Despite significant advances in data gathering, software and hardware development, replicating the effectiveness and flexibility of human hands remains a challenge. The questions of how to model, or represent, the object under consideration, the robot itself, and the environment in which the robot operates, were therefore fundamental for the conducted work.
We started by addressing the interpretability of network-based models by introducing the kinodynamic images. We proposes a methodology that created images from kinematic and dynamic data of contact-rich manipulation tasks. By using images as the state representation, we enabled the application of interpretability modules that were previously limited to vision-based tasks. This was the first work that applied this type of visualisation the context of tactile data. Related to representation learning, we addressed the evaluation of the quality of learned representations without relying on a downstream task. We developed GeomCA algorithm that evaluates representation spaces based on their geometric and topological properties. GeomCA can be applied to representations of any dimension, independently of the model that generated them. We demonstrated its applicability by analyzing representations obtained from a variety of scenarios, such as contrastive learning models, generative models and supervised learning models. This led to work on multimodal data. Learning representations of multimodal data that are both informative and robust to missing modalities at test time remains a challenging problem due to the inherent heterogeneity of data obtained from different channels.

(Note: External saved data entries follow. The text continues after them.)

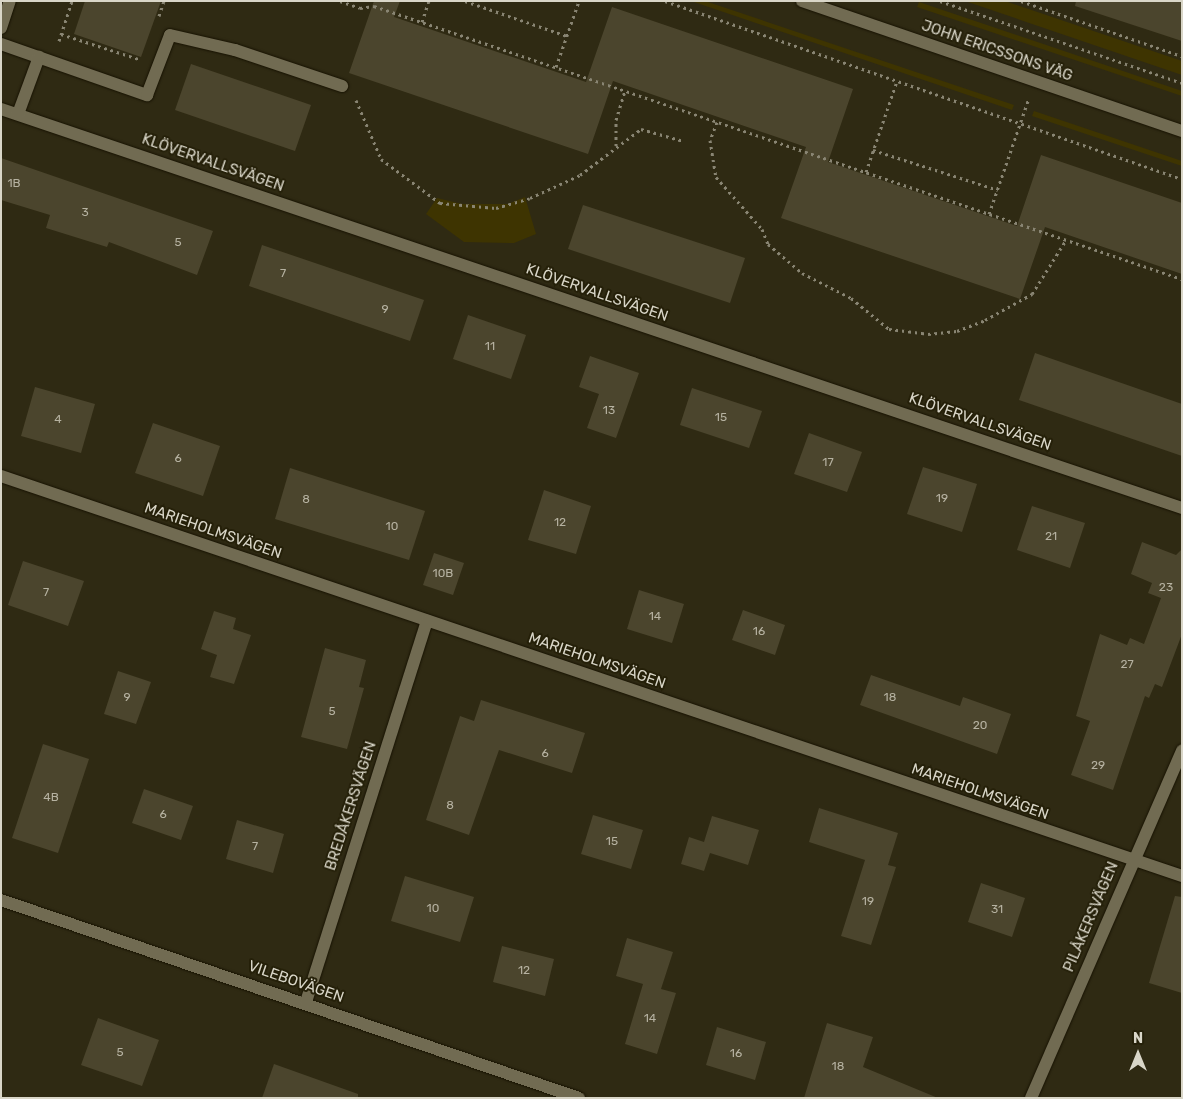 <!DOCTYPE html>
<html>
<head>
<meta charset="utf-8">
<style>
  body { margin:0 }
  #map { position:relative; width:1183px; height:1099px; overflow:hidden; background:#2f2a13; font-family:Rubik,sans-serif }
  div>[style] { position:absolute }
  [style*='--x'] { left:calc(var(--x)*1px); top:calc(var(--y)*1px); width:calc(var(--w)*1px); rotate:calc(var(--a)*1deg) }
  .green>* { inset:0; background:#3e3401 }
  .building>* { inset:0; background:#4b452d }
  .path>* { height:3px; margin-top:-1.5px; transform-origin:0; background:repeating-linear-gradient(90deg,#898573 0 2.5px,transparent 0 6.5px) }
  .roads { filter:drop-shadow(0 0 1px #171200) drop-shadow(0 0 1px #171200) }
  .minor>* { height:12px; margin:-6px; padding:0 6px; transform-origin:6px; border-radius:6px; background:#716b52 }
  span { translate:-50% -50%; white-space:nowrap; text-align:center; line-height:1.15; -webkit-text-stroke:4px #252009; paint-order:stroke }
  .number-label { font-size:12px; color:#b6b2a1 }
  .number-label span { -webkit-text-stroke-width:0 }
  .street-label { font-size:15px; color:#d9d6c8 }
  .frame { position:absolute; inset:0; border:2px solid #d9d6c8; pointer-events:none }
  .north { position:absolute; left:1113px; top:1029px; width:50px; height:50px; -webkit-text-stroke:4px #252009; paint-order:stroke; rotate:0deg; font-size:14px; font-weight:700; line-height:20px; text-align:center; color:#d9d6c8 }
  .north::after { content:''; display:block; margin:auto; width:18px; height:22px; background:#d9d6c8; clip-path:polygon(50% 0,100% 100%,50% 72%,0 100%) }
</style>
</head>
<body>
<div id="map">
  <div class="green">
    <i style="clip-path:polygon(691px 1px,705px 1px,1014px 105px,1012px 110px)"></i>
    <i style="clip-path:polygon(965px 1px,1005px 1px,1182px 61px,1182px 75px)"></i>
    <i style="clip-path:polygon(919px 2px,1182px 91px,1182px 96px,917px 7px)"></i>
    <i style="clip-path:polygon(1034px 111px,1182px 161px,1182px 166px,1032px 116px)"></i>
    <i style="clip-path:polygon(525px 197px,536px 234px,514px 243px,464px 242px,426px 214px,437px 198px,462px 204px,508px 204px)"></i>
  </div>
  <div class="building">
    <i style="clip-path:polygon(85px 1px,161px 1px,141px 57px,74px 34px)"></i>
    <i style="clip-path:polygon(374px 1px,400px 1px,394px 17px,586px 82px,612px 7px,853px 89px,828px 162px,1017px 226px,1041px 155px,1182px 203px,1182px 274px,1045px 227px,1020px 299px,781px 218px,806px 147px,613px 81px,588px 154px,349px 73px)"></i>
    <i style="clip-path:polygon(1076px 1px,1182px 1px,1182px 41px,1075px 6px)"></i>
    <i style="clip-path:polygon(191px 64px,311px 105px,295px 151px,175px 110px)"></i>
    <i style="clip-path:polygon(1px 158px,213px 231px,197px 275px,109px 242px,107px 247px,46px 228px,50px 215px,1px 200px)"></i>
    <i style="clip-path:polygon(583px 205px,745px 258px,730px 303px,568px 249px)"></i>
    <i style="clip-path:polygon(262px 245px,424px 300px,410px 341px,249px 286px)"></i>
    <i style="clip-path:polygon(468px 315px,526px 335px,511px 379px,453px 359px)"></i>
    <i style="clip-path:polygon(1035px 353px,1182px 404px,1182px 456px,1019px 400px)"></i>
    <i style="clip-path:polygon(590px 356px,639px 373px,616px 438px,587px 428px,599px 394px,579px 387px)"></i>
    <i style="clip-path:polygon(35px 387px,95px 404px,81px 453px,21px 436px)"></i>
    <i style="clip-path:polygon(692px 388px,762px 411px,749px 448px,680px 425px)"></i>
    <i style="clip-path:polygon(153px 423px,220px 446px,203px 496px,135px 473px)"></i>
    <i style="clip-path:polygon(809px 433px,862px 452px,847px 492px,794px 474px)"></i>
    <i style="clip-path:polygon(923px 467px,977px 484px,962px 532px,907px 514px)"></i>
    <i style="clip-path:polygon(290px 468px,425px 511px,409px 560px,275px 519px)"></i>
    <i style="clip-path:polygon(544px 490px,591px 506px,576px 554px,528px 540px)"></i>
    <i style="clip-path:polygon(1032px 506px,1085px 523px,1070px 568px,1017px 550px)"></i>
    <i style="clip-path:polygon(1142px 542px,1176px 555px,1182px 549px,1182px 634px,1162px 687px,1155px 684px,1149px 698px,1145px 696px,1113px 790px,1071px 775px,1090px 721px,1076px 716px,1100px 634px,1127px 645px,1130px 638px,1144px 644px,1161px 598px,1148px 593px,1152px 583px,1131px 574px)"></i>
    <i style="clip-path:polygon(434px 553px,464px 563px,453px 595px,423px 585px)"></i>
    <i style="clip-path:polygon(23px 561px,84px 581px,68px 626px,8px 605px)"></i>
    <i style="clip-path:polygon(639px 590px,684px 604px,672px 643px,627px 629px)"></i>
    <i style="clip-path:polygon(743px 610px,785px 625px,775px 655px,732px 640px)"></i>
    <i style="clip-path:polygon(214px 611px,236px 618px,233px 629px,251px 635px,234px 684px,210px 677px,217px 655px,201px 649px)"></i>
    <i style="clip-path:polygon(325px 648px,366px 660px,359px 687px,364px 688px,347px 749px,301px 737px)"></i>
    <i style="clip-path:polygon(118px 671px,151px 682px,136px 724px,104px 714px)"></i>
    <i style="clip-path:polygon(871px 675px,960px 706px,963px 697px,1011px 714px,997px 754px,860px 705px)"></i>
    <i style="clip-path:polygon(481px 700px,585px 733px,572px 773px,499px 750px,469px 835px,426px 820px,460px 716px,474px 721px)"></i>
    <i style="clip-path:polygon(43px 744px,89px 759px,58px 853px,12px 838px)"></i>
    <i style="clip-path:polygon(144px 789px,193px 806px,181px 840px,132px 823px)"></i>
    <i style="clip-path:polygon(819px 808px,898px 833px,888px 865px,896px 867px,871px 945px,841px 936px,865px 860px,809px 842px)"></i>
    <i style="clip-path:polygon(593px 815px,643px 830px,631px 869px,581px 854px)"></i>
    <i style="clip-path:polygon(712px 816px,759px 830px,748px 865px,710px 853px,704px 871px,681px 864px,689px 837px,704px 842px)"></i>
    <i style="clip-path:polygon(237px 820px,284px 834px,273px 873px,226px 859px)"></i>
    <i style="clip-path:polygon(405px 876px,474px 897px,460px 942px,391px 921px)"></i>
    <i style="clip-path:polygon(981px 883px,1025px 898px,1012px 937px,968px 922px)"></i>
    <i style="clip-path:polygon(1175px 896px,1182px 897px,1182px 993px,1149px 983px)"></i>
    <i style="clip-path:polygon(627px 938px,673px 952px,661px 989px,676px 993px,657px 1054px,625px 1044px,643px 984px,616px 976px)"></i>
    <i style="clip-path:polygon(502px 946px,554px 959px,545px 996px,493px 982px)"></i>
    <i style="clip-path:polygon(98px 1018px,159px 1040px,142px 1086px,81px 1065px)"></i>
    <i style="clip-path:polygon(827px 1023px,873px 1037px,863px 1067px,938px 1098px,804px 1098px)"></i>
    <i style="clip-path:polygon(717px 1027px,766px 1042px,755px 1080px,706px 1065px)"></i>
    <i style="clip-path:polygon(274px 1064px,358px 1094px,358px 1098px,262px 1098px)"></i>
  </div>
  <div class="path">
    <i style="--x:340;--y:1;--w:21;--a:19"></i>
    <i style="--x:360;--y:8;--w:14;--a:-8"></i>
    <i style="--x:374;--y:6;--w:853;--a:18.67"></i>
    <i style="--x:465;--y:1;--w:108;--a:18.9"></i>
    <i style="--x:665;--y:1;--w:547;--a:19"></i>
    <i style="--x:940;--y:1;--w:256;--a:18.7"></i>
    <i style="--x:1021;--y:1;--w:170;--a:18.9"></i>
    <i style="--x:159;--y:16;--w:16;--a:-72"></i>
    <i style="--x:422;--y:22;--w:22;--a:-72"></i>
    <i style="--x:61;--y:34;--w:82;--a:17.8"></i>
    <i style="--x:59;--y:41;--w:42;--a:-72"></i>
    <i style="--x:556;--y:67;--w:70;--a:-70.8"></i>
    <i style="--x:356;--y:100;--w:64;--a:67"></i>
    <i style="--x:381;--y:159;--w:74;--a:36.7"></i>
    <i style="--x:440;--y:203;--w:56;--a:5.1"></i>
    <i style="--x:496;--y:208;--w:35;--a:-16"></i>
    <i style="--x:530;--y:198;--w:55;--a:-24.7"></i>
    <i style="--x:580;--y:175;--w:76;--a:-37"></i>
    <i style="--x:641;--y:129;--w:44;--a:15.9"></i>
    <i style="--x:717;--y:122;--w:19;--a:111"></i>
    <i style="--x:710;--y:140;--w:37;--a:81"></i>
    <i style="--x:716;--y:177;--w:69;--a:48.5"></i>
    <i style="--x:762;--y:229;--w:16;--a:68"></i>
    <i style="--x:768;--y:244;--w:45;--a:40.5"></i>
    <i style="--x:802;--y:273;--w:55;--a:27"></i>
    <i style="--x:851;--y:298;--w:49;--a:39.2"></i>
    <i style="--x:889;--y:329;--w:39;--a:7"></i>
    <i style="--x:928;--y:334;--w:29;--a:-6"></i>
    <i style="--x:957;--y:331;--w:30;--a:-21"></i>
    <i style="--x:985;--y:320;--w:54;--a:-29"></i>
    <i style="--x:1032;--y:294;--w:64;--a:-57.8"></i>
    <i style="--x:616;--y:146;--w:26;--a:-90"></i>
    <i style="--x:616;--y:120;--w:30;--a:-73"></i>
    <i style="--x:873;--y:150;--w:131;--a:17.7"></i>
    <i style="--x:866;--y:172;--w:96;--a:-71.2"></i>
    <i style="--x:989;--y:214;--w:120;--a:-71"></i>
  </div>
  <div class="roads">
    <div class="minor">
      <i style="--x:802;--y:1;--w:402;--a:18.9"></i>
      <i style="--x:1;--y:28;--w:28;--a:-72"></i>
      <i style="--x:1;--y:44;--w:155;--a:19.3"></i>
      <i style="--x:147;--y:95;--w:64;--a:-69"></i>
      <i style="--x:170;--y:35;--w:67;--a:13"></i>
      <i style="--x:235;--y:50;--w:113;--a:18.6"></i>
      <i style="--x:1;--y:109;--w:1247;--a:18.67"></i>
      <i style="--x:18;--y:114;--w:61;--a:-69.8"></i>
      <i style="--x:1;--y:476;--w:1247;--a:18.71"></i>
      <i style="--x:1;--y:900;--w:611;--a:18.91"></i>
      <i style="--x:306;--y:1002;--w:400;--a:-72.4"></i>
      <i style="--x:1031;--y:1098;--w:379;--a:-66.5"></i>
    </div>
  </div>
  <div class="number-label">
    <span style="left:14px;top:184px">1B</span>
    <span style="left:85px;top:213px">3</span>
    <span style="left:178px;top:243px">5</span>
    <span style="left:283px;top:274px">7</span>
    <span style="left:385px;top:310px">9</span>
    <span style="left:490px;top:347px">11</span>
    <span style="left:609px;top:411px">13</span>
    <span style="left:721px;top:418px">15</span>
    <span style="left:58px;top:420px">4</span>
    <span style="left:178px;top:459px">6</span>
    <span style="left:828px;top:463px">17</span>
    <span style="left:942px;top:499px">19</span>
    <span style="left:306px;top:500px">8</span>
    <span style="left:560px;top:523px">12</span>
    <span style="left:392px;top:527px">10</span>
    <span style="left:1051px;top:537px">21</span>
    <span style="left:443px;top:574px">10B</span>
    <span style="left:1166px;top:588px">23</span>
    <span style="left:46px;top:593px">7</span>
    <span style="left:655px;top:617px">14</span>
    <span style="left:759px;top:632px">16</span>
    <span style="left:1127px;top:665px">27</span>
    <span style="left:127px;top:698px">9</span>
    <span style="left:890px;top:698px">18</span>
    <span style="left:332px;top:712px">5</span>
    <span style="left:980px;top:726px">20</span>
    <span style="left:545px;top:754px">6</span>
    <span style="left:1098px;top:766px">29</span>
    <span style="left:51px;top:798px">4B</span>
    <span style="left:450px;top:806px">8</span>
    <span style="left:163px;top:815px">6</span>
    <span style="left:612px;top:842px">15</span>
    <span style="left:255px;top:847px">7</span>
    <span style="left:868px;top:902px">19</span>
    <span style="left:433px;top:909px">10</span>
    <span style="left:997px;top:910px">31</span>
    <span style="left:524px;top:971px">12</span>
    <span style="left:650px;top:1019px">14</span>
    <span style="left:120px;top:1053px">5</span>
    <span style="left:736px;top:1054px">16</span>
    <span style="left:838px;top:1067px">18</span>
  </div>
  <div class="street-label">
    <span style="left:997px;top:51px;rotate:19deg">JOHN ERICSSONS VÄG</span>
    <span style="left:213px;top:163px;rotate:19deg">KLÖVERVALLSVÄGEN</span>
    <span style="left:597px;top:293px;rotate:19deg">KLÖVERVALLSVÄGEN</span>
    <span style="left:980px;top:422px;rotate:19deg">KLÖVERVALLSVÄGEN</span>
    <span style="left:213px;top:531px;rotate:19deg">MARIEHOLMSVÄGEN</span>
    <span style="left:597px;top:661px;rotate:19deg">MARIEHOLMSVÄGEN</span>
    <span style="left:980px;top:792px;rotate:19deg">MARIEHOLMSVÄGEN</span>
    <span style="left:351px;top:806px;rotate:-72deg">BREDÅKERSVÄGEN</span>
    <span style="left:1091px;top:917px;rotate:-67deg">PILÅKERSVÄGEN</span>
    <span style="left:296px;top:982px;rotate:19deg">VILEBOVÄGEN</span>
  </div>
  <div class="frame"></div>
  <div class="north">N</div>
</div>
</body>
</html>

To this end, we developed a Geometric Multimodal Contrastive representation learning method consisting of two main components: i) a two-level architecture consisting of modality-specific base encoders, allowing to process an arbitrary number of modalities to an intermediate representation of fixed dimensionality, and a shared projection head, mapping the intermediate representations to a latent representation space; ii) a multimodal contrastive loss function that encourages the geometric alignment of the learned representations. Regarding planning for interaction tasks, we developed a first framework for visual action planning of complex manipulation tasks with high-dimensional state spaces, focusing on manipulation of deformable objects.